The letter, which will be sent during the next few weeks to all childminders, outlines previously announced Government reforms that the education and childcare minister says will make it easier to work as a childminder and access Government funding, as well as attract new childminders.

Ms Truss goes on to list the reforms, which she says, will address a shortage of childminders and the difficulties some childminders face in accessing support to help them deliver high-quality care, including: making it easier for childminders to access Government funding, the introduction of childminder agencies, local authority support and how childminders can work with schools in providing childcare.

The education and childcare minister says that one advantage of joining an agency is that individuals will be provided with all they need to register and have the option of spreading the cost of setting-up. She claims that it costs at least £800 for people to establish themselves as childminders, calling it a 'complex and time consuming process.'

Another advantage of a childminder agency is that it will help childminders to fill their places more effectively, she says, before reiterating that joining an agency will be entirely voluntary.

Ms Truss states, ‘We absolutely understand that many childminders are content with the way they are working and we are simply offering a choice, a choice to stay independent and registered directly with Ofsted, or to join an agency.'

'On local authority networks and support, the education and childcare minister explains why a decision was taken to remove the requirement for childminders to be part of a network in order to access funding, because only ten per cent of childminders belong to a network.

She goes on to say that early intervention funding has increased for 2014-15 and local authorities are being given an additional £2bn to spend on three- and four-year-old places. However, she says that it is up to local authorities to decide how to best use this money.

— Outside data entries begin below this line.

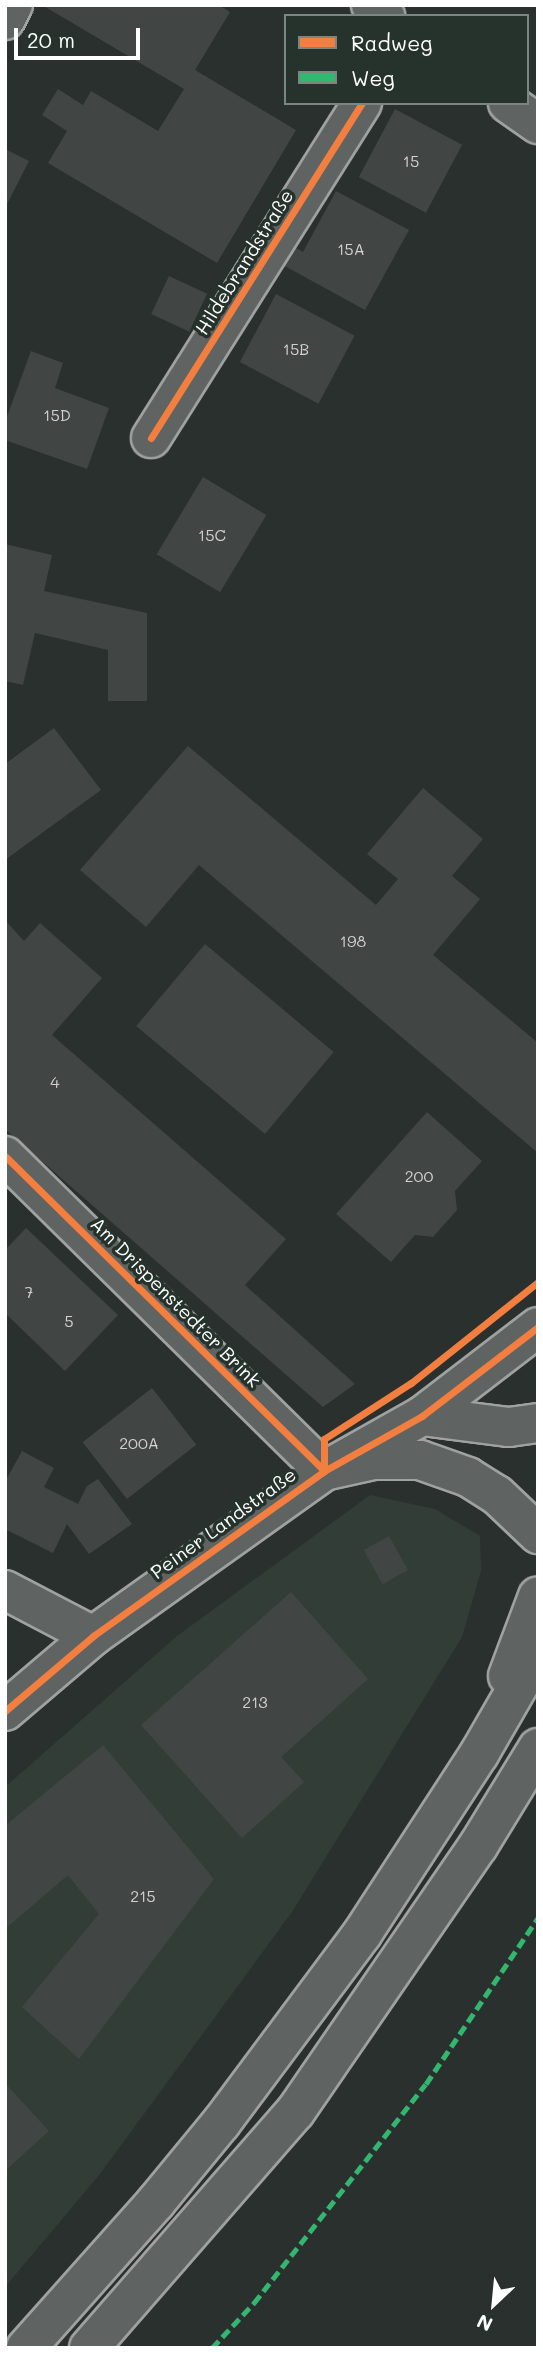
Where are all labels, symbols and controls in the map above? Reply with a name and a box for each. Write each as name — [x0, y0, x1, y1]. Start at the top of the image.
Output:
scale bar — [18, 14, 144, 58]
legend — [284, 14, 529, 105]
text: 20 m — [27, 26, 75, 53]
text: Radweg — [351, 29, 432, 56]
text: Weg — [351, 64, 395, 91]
house number: 15 — [403, 151, 419, 171]
street label: Hildebrandstraße — [190, 185, 298, 339]
house number: 15A — [337, 239, 365, 259]
house number: 15B — [283, 339, 309, 359]
house number: 15D — [43, 405, 71, 425]
house number: 15C — [198, 525, 226, 545]
house number: 198 — [340, 931, 366, 951]
house number: 4 — [50, 1072, 60, 1092]
house number: 200 — [405, 1166, 433, 1186]
street label: Am Drispenstedter Brink — [86, 1212, 266, 1392]
house number: 7 — [25, 1282, 33, 1302]
house number: 5 — [64, 1311, 74, 1331]
house number: 200A — [119, 1433, 159, 1453]
street label: Peiner Landstraße — [146, 1463, 300, 1583]
house number: 213 — [242, 1692, 268, 1712]
house number: 215 — [130, 1886, 156, 1906]
north arrow — [459, 2269, 529, 2339]
text: N — [473, 2309, 497, 2338]

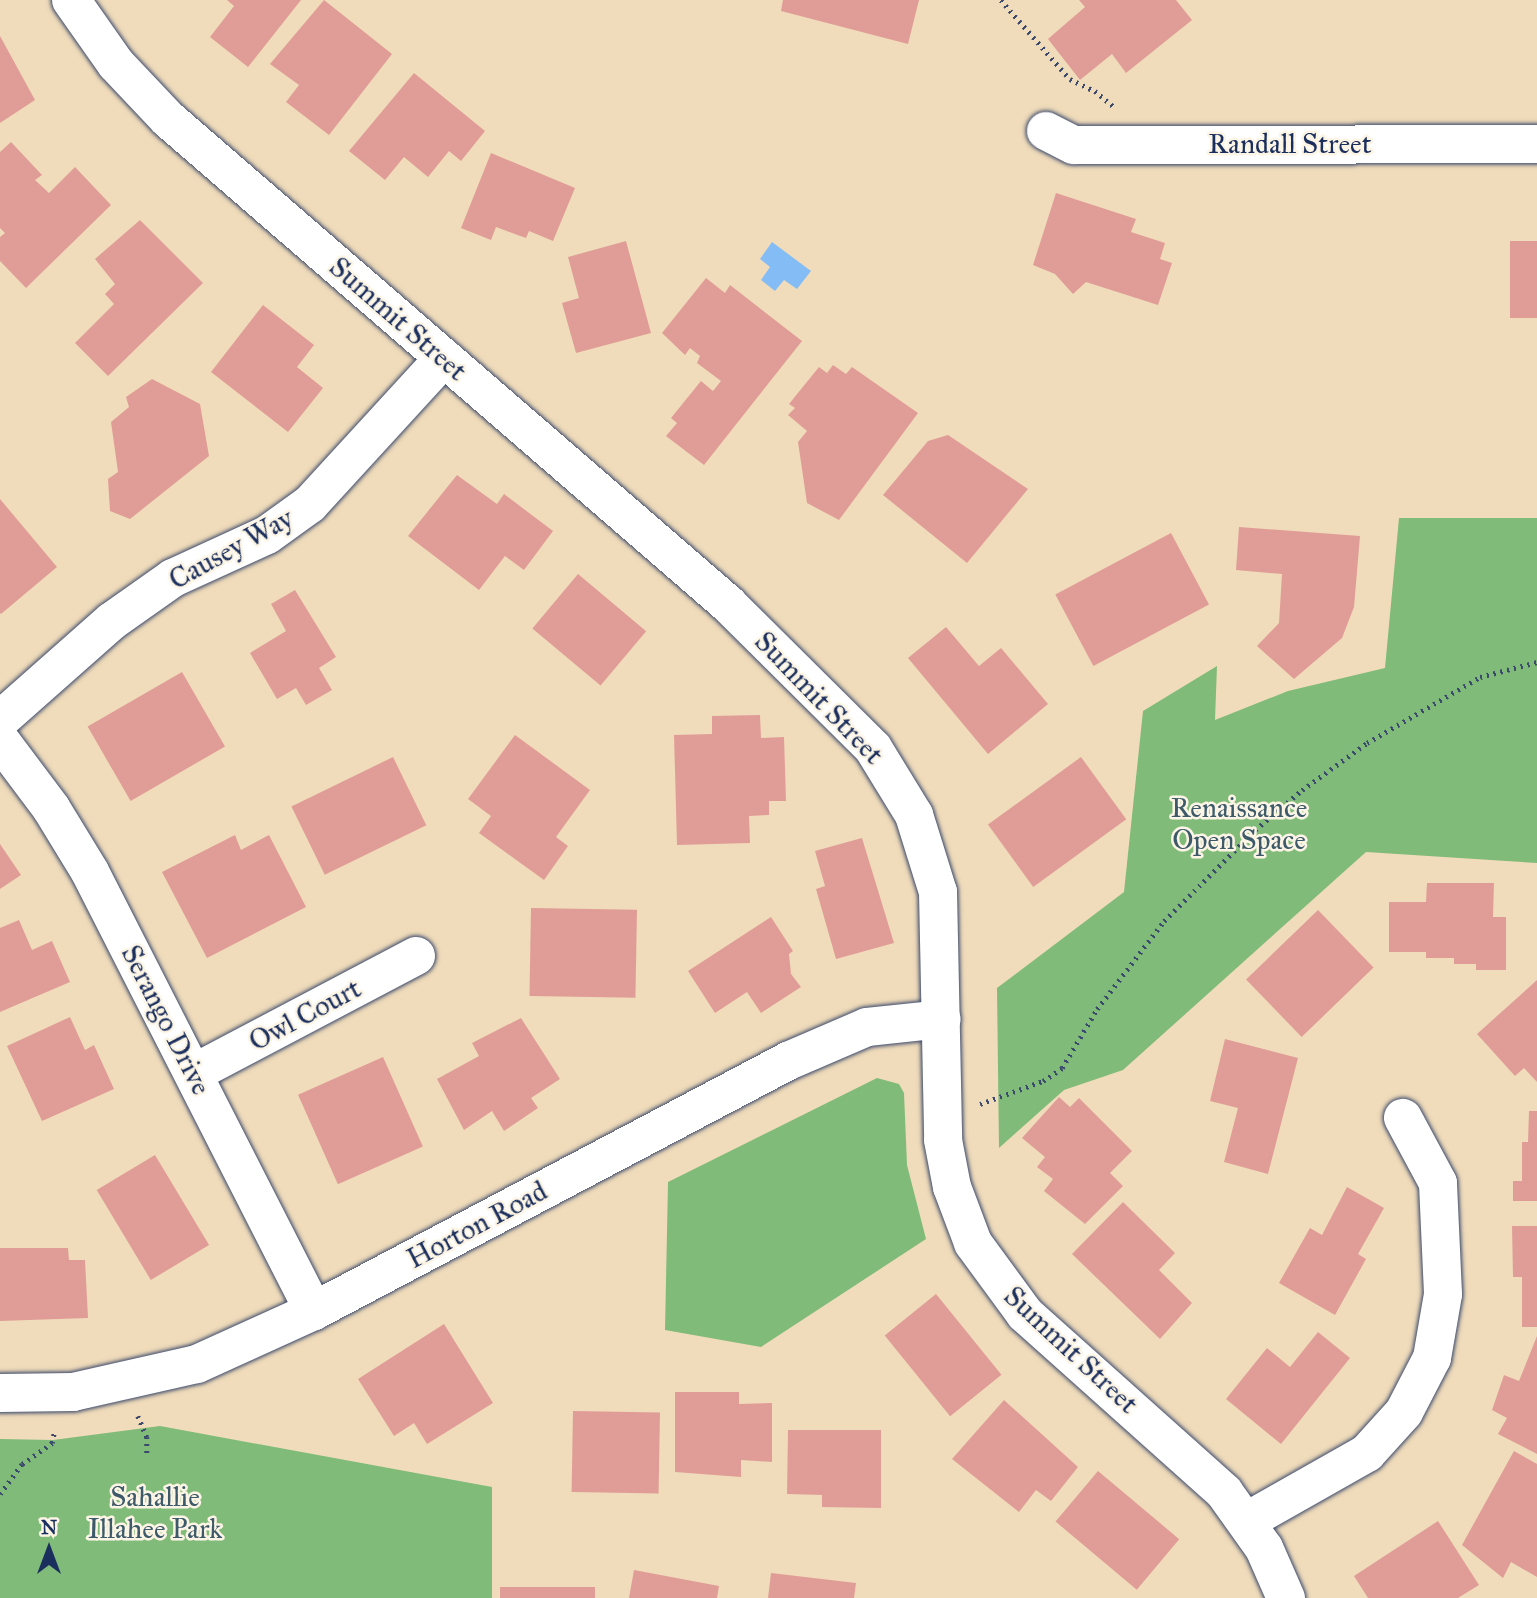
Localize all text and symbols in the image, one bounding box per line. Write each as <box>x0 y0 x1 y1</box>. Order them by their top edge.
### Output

Moving on to the future of local authority support, the education and childcare minister says that support will be available from a variety of sources which may include the local authority, a local childminder agency where this exists, as well as other professional bodies and training providers.

On working with schools, she suggests childminders approach their local schools about how they might work together to provide a more joined-up service for parents and enhance children's care and learning now that the Government has made it easier for schools to open longer.

The letter concludes, ‘This Government knows that childminders have an important role to play in both supporting parents and improving outcomes for children. That is why we are doing all we can to support you in this. I wish you every success in your work with children and families.’

Reaction to the letter among childminders on the One Voice Together for Quality Facebook page has so far been largely negative.

One childminder questions how she will make ends meet if a school is open from 8am-6pm and she is only dropping off and picking up children, therefore earning no more than an hour's fee.